While it is no secret that the Conservative’s landslide election victory represented positive news for many in the UK property market, the level of growth in this particular sector must be seen to be believed. This is especially true in the buy-to-let market, where British landlords recouped a staggering £112 billion from capital gains and rental income last year.
This is part of a global trend, as rental incomes continue to rise alongside purchase price points. As a growing number of aspiring buyers are forced out of the traditional property market, the demand for rental homes continues to rise and this enables landlords to place a price premium on their assets. With a large supply of homes also available on the market, this creates a unique opportunity for buy-to-let landlords to cash in while the going is good. The growth in this market is likely to entice wealthy investors, although novices will need to think practically if they are to operate as compliant and profitable landlords. With this in mind, here are three steps that all aspiring landlords must take if they are to be successful:
1. Set Viable Metrics when Choosing a Location for Investment
It is interesting how we develop false perceptions of geographical regions around the world. While the Italian province of Venice in Italy is renowned as being home to the largest collection of waterways in Europe, for example, the UK city of Birmingham actually has more than 35 miles of water and the highest volume of canals. Such misconceptions offer an insight into how challenging it can be to select a viable location for investing in buy-to-let homes, and it is crucial that you establish relevant metrics as an investor.
The first of these should be your proposed rental yield, which is calculated on an annual basis by measuring an average house price against its yearly rental cost.
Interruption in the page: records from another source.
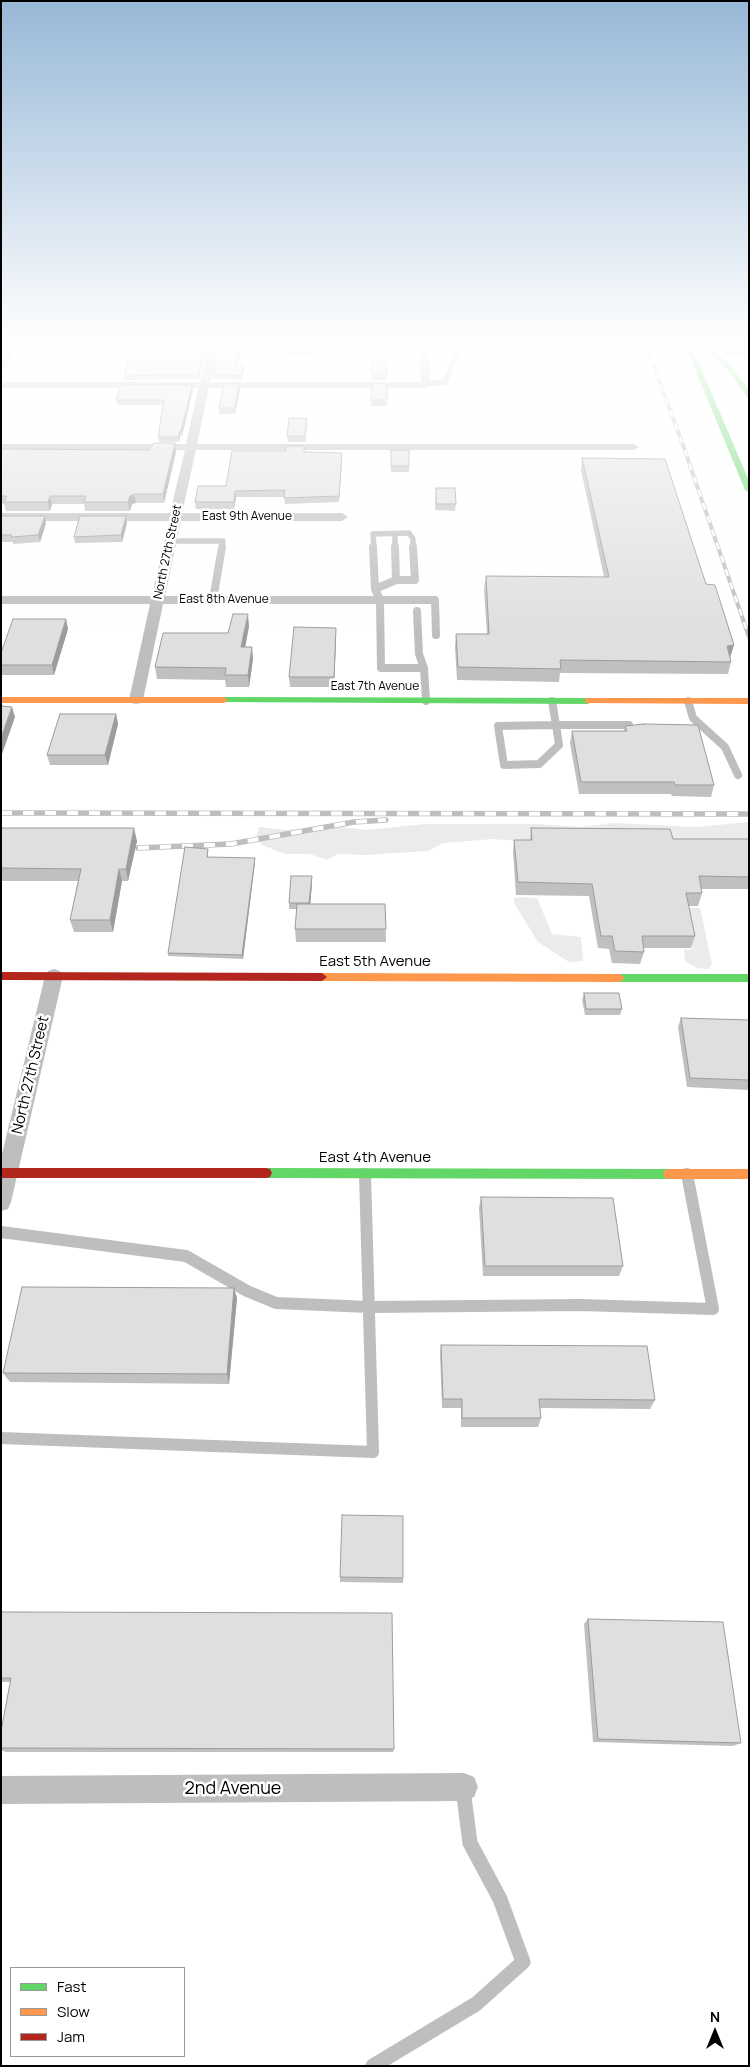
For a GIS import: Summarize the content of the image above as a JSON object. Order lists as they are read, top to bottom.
{
  "streets": {
    "main road": ["East 7th Avenue", "East 5th Avenue", "East 4th Avenue"],
    "street": [
      "East 9th Avenue",
      "North 27th Street",
      "East 8th Avenue",
      "2nd Avenue"
    ]
  },
  "crossings": [
    ["East 9th Avenue", "North 27th Street"],
    ["North 27th Street", "East 8th Avenue"],
    ["North 27th Street", "East 7th Avenue"],
    ["North 27th Street", "East 5th Avenue"],
    ["North 27th Street", "East 4th Avenue"]
  ],
  "legend": ["Fast", "Slow", "Jam"],
  "north": "top"
}
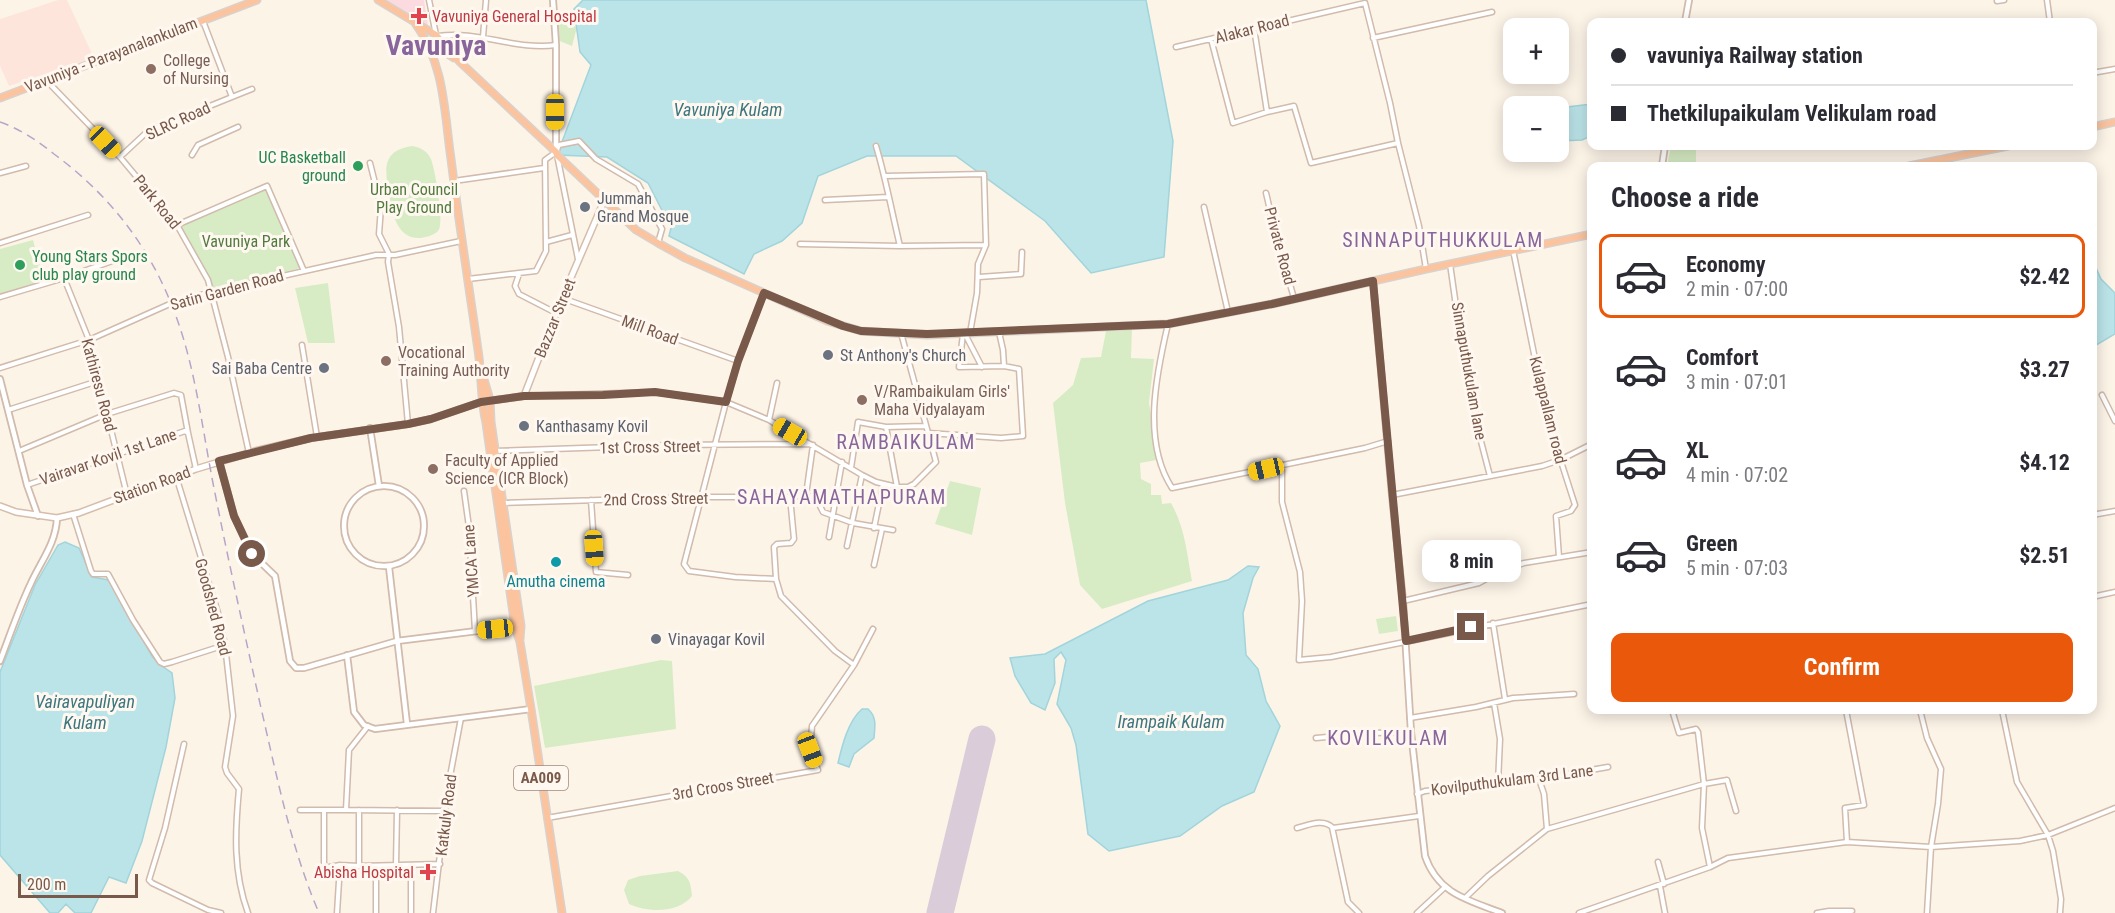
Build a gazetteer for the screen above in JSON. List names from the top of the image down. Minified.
{"streets":{"highway":["Vavuniya - Parayanalankulam","AA009"],"main road":["Bazzar Street","Station Road"],"street":["Alakar Road","SLRC Road","Park Road","Private Road","Satin Garden Road","Mill Road","Sinnaputhukulam lane","Kathiresu Road","Kulappallam road","1st Cross Street","Vairavar Kovil 1st Lane","2nd Cross Street","YMCA Lane","Goodshed Road","Kovilputhukulam 3rd Lane","3rd Croos Street","Katkuly Road"]},"crossings":[["Vavuniya - Parayanalankulam","SLRC Road"],["Vavuniya - Parayanalankulam","Park Road"],["SLRC Road","Park Road"],["Park Road","Satin Garden Road"],["Park Road","Station Road"],["Satin Garden Road","Kathiresu Road"],["Satin Garden Road","AA009"],["Bazzar Street","Mill Road"],["Kathiresu Road","Vairavar Kovil 1st Lane"],["Kathiresu Road","Station Road"],["1st Cross Street","AA009"],["Vairavar Kovil 1st Lane","Station Road"],["Station Road","Goodshed Road"],["Station Road","AA009"],["2nd Cross Street","AA009"],["AA009","3rd Croos Street"]],"districts":["Vavuniya","SINNAPUTHUKKULAM","RAMBAIKULAM","SAHAYAMATHAPURAM","KOVILKULAM"],"water":["Vavuniya Kulam","Vairavapuliyan Kulam","Irampaik Kulam"],"parks":["Urban Council Play Ground","Vavuniya Park"],"places":{"health":["Vavuniya General Hospital","Abisha Hospital"],"other":["College of Nursing","UC Basketball ground","Jummah Grand Mosque","Young Stars Spors club play ground","St Anthony's Church","Vocational Training Authority","Sai Baba Centre","V/Rambaikulam Girls' Maha Vidyalayam","Kanthasamy Kovil","Faculty of Applied Science (ICR Block)","Amutha cinema","Vinayagar Kovil"]},"scale_bar":"200 m","page":{"map_buttons":["+","−"],"banner":["vavuniya Railway station","Thetkilupaikulam Velikulam road"],"heading":"Choose a ride","list":[{"name":"Economy","note":"2 min · 07:00","value":"$2.42"},{"name":"Comfort","note":"3 min · 07:01","value":"$3.27"},{"name":"XL","note":"4 min · 07:02","value":"$4.12"},{"name":"Green","note":"5 min · 07:03","value":"$2.51"}],"bubble":"8 min","buttons":"Confirm","scale":"200 m"}}
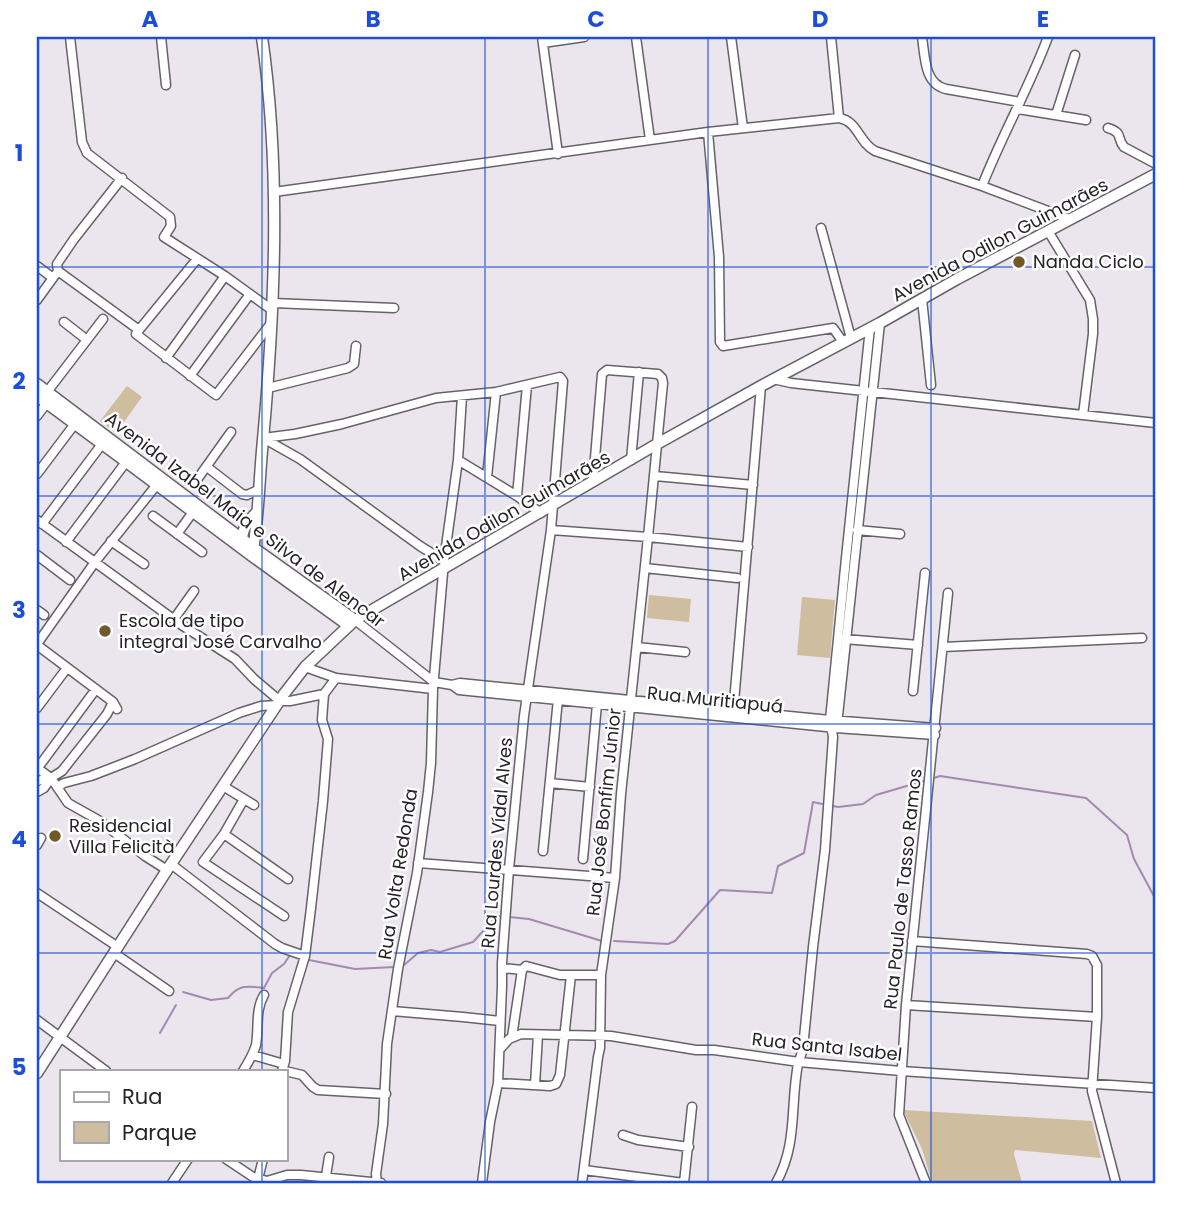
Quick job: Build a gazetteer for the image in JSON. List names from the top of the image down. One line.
{"streets":{"street":["Avenida Odilon Guimarães","Avenida Izabel Maia e Silva de Alencar","Rua Muritiapuá","Rua José Bonfim Júnior","Rua Lourdes Vídal Alves","Rua Volta Redonda","Rua Paulo de Tasso Ramos","Rua Santa Isabel"]},"crossings":[["Avenida Odilon Guimarães","Avenida Izabel Maia e Silva de Alencar"],["Avenida Odilon Guimarães","Rua Muritiapuá"],["Avenida Odilon Guimarães","Rua José Bonfim Júnior"],["Avenida Odilon Guimarães","Rua Lourdes Vídal Alves"],["Avenida Odilon Guimarães","Rua Volta Redonda"],["Avenida Izabel Maia e Silva de Alencar","Rua Muritiapuá"],["Avenida Izabel Maia e Silva de Alencar","Rua Volta Redonda"],["Rua Muritiapuá","Rua José Bonfim Júnior"],["Rua Muritiapuá","Rua Lourdes Vídal Alves"],["Rua Muritiapuá","Rua Volta Redonda"],["Rua Muritiapuá","Rua Paulo de Tasso Ramos"],["Rua José Bonfim Júnior","Rua Santa Isabel"],["Rua Paulo de Tasso Ramos","Rua Santa Isabel"]],"places":["Nanda Ciclo","Escola de tipo integral José Carvalho","Residencial Villa Felicità"],"legend":["Rua","Parque"],"grid":{"columns":["A","B","C","D","E"],"rows":["1","2","3","4","5"]}}
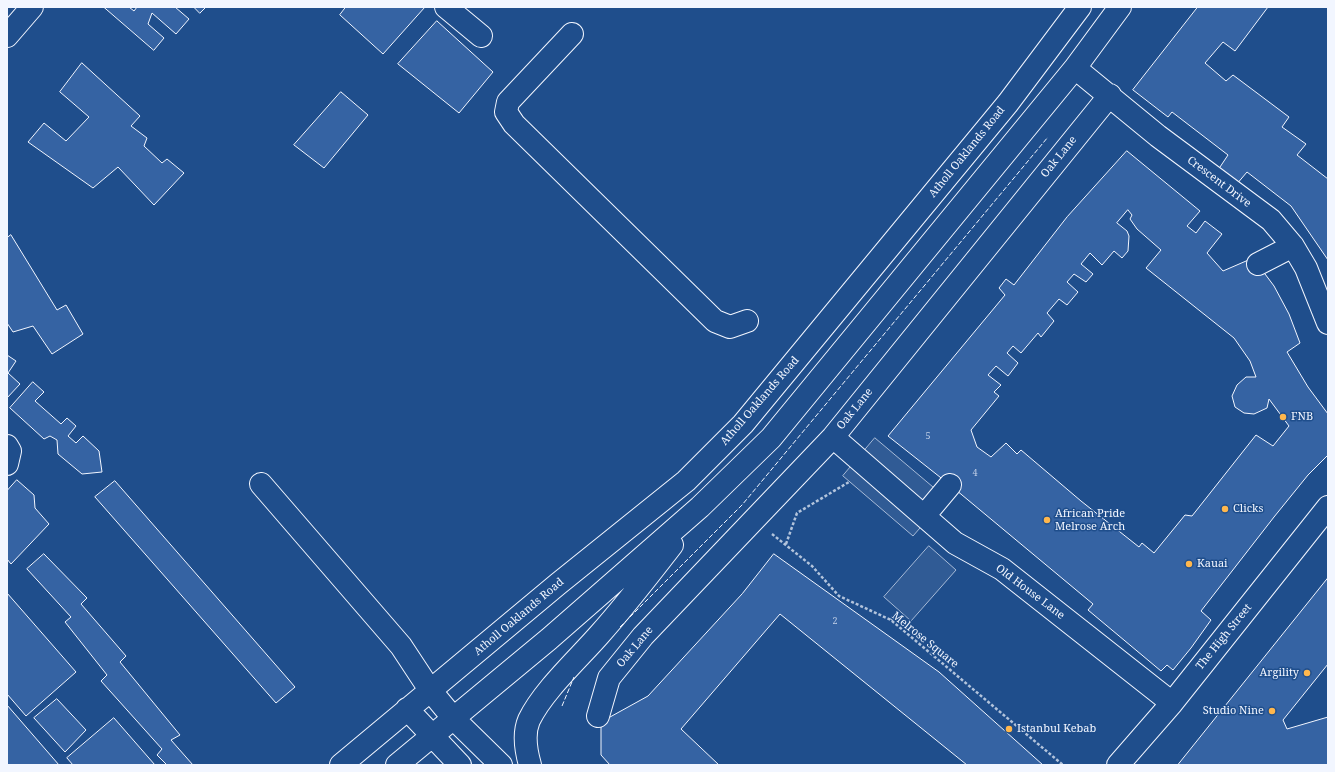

This delivers an estimated yield, and this will reveal how much profit you can expect to make from your investment every single year. A recent report in the Telegraph suggested that Manchester, Kingston upon Hull and Blackpool offer the most value to private landlords in the UK, as each delivered an approximate rental yield above 7.35% during 2014.
In addition to this, you should also conduct research into any property developments that are likely to commence in specific areas over the coming years. This will give you an indication as to the long-term profitability of specific areas and their potential for future growth.
2. Protect your Investment with Insurance Coverage
Once you have identified and secured a viable property, the next step is to safeguard this and the money that has been invested into its procurement. While this may require significant investment, it can derive long-term profitability and reduce the potential maintenance costs in the future. The best way to protect your buy-to-let property is with relevant insurance coverage, which protects the building’s structure, its selected contents and lost revenue.
Ideally, you will find an insurance provider that can deliver comprehensive and multi-faceted coverage under the guise of a single policy. While most standard policies offer buildings and contents insurance alongside liability coverage, they will only cover lost rental revenue in instances where a property has been damaged by a fire or criminal damage. There are a select few that offer ‘rent guarantee protection’, which protects private landlords against tenants who are in arrears or deliberate defaulters.
HomeLet is one of the most prominent providers of this type of insurance, so this company provides the ideal starting point for landlords who are looking to safeguard their investment in an effective and affordable manner.
3. Understand your Requirements as a Private Landlord
In the quest to make money and drive profitability as a buy-to-let investor, it is easy to lose sight of the responsibilities shouldered by landlords. The most important of these is the need to safeguard your tenants’ safety, initially by ensuring that your property meets all current gas, electrical and fire safety regulations. This resource can help you to understand these individual requirements, while also providing practical assistance that can enable you to achieve compliance.
Aside from these fundamental requirements, there two additional compliance issues that landlords must remain aware of. Energy performance is the first of these, as it is now a legal requirement for landlords to provide tenants with an EPC (Energy Performance Certificate). This measures the efficiency of the property against several important consumption metrics, and landlords who fail to provide tenants with an up-to-date EPC certificate face a fine of up to £5000.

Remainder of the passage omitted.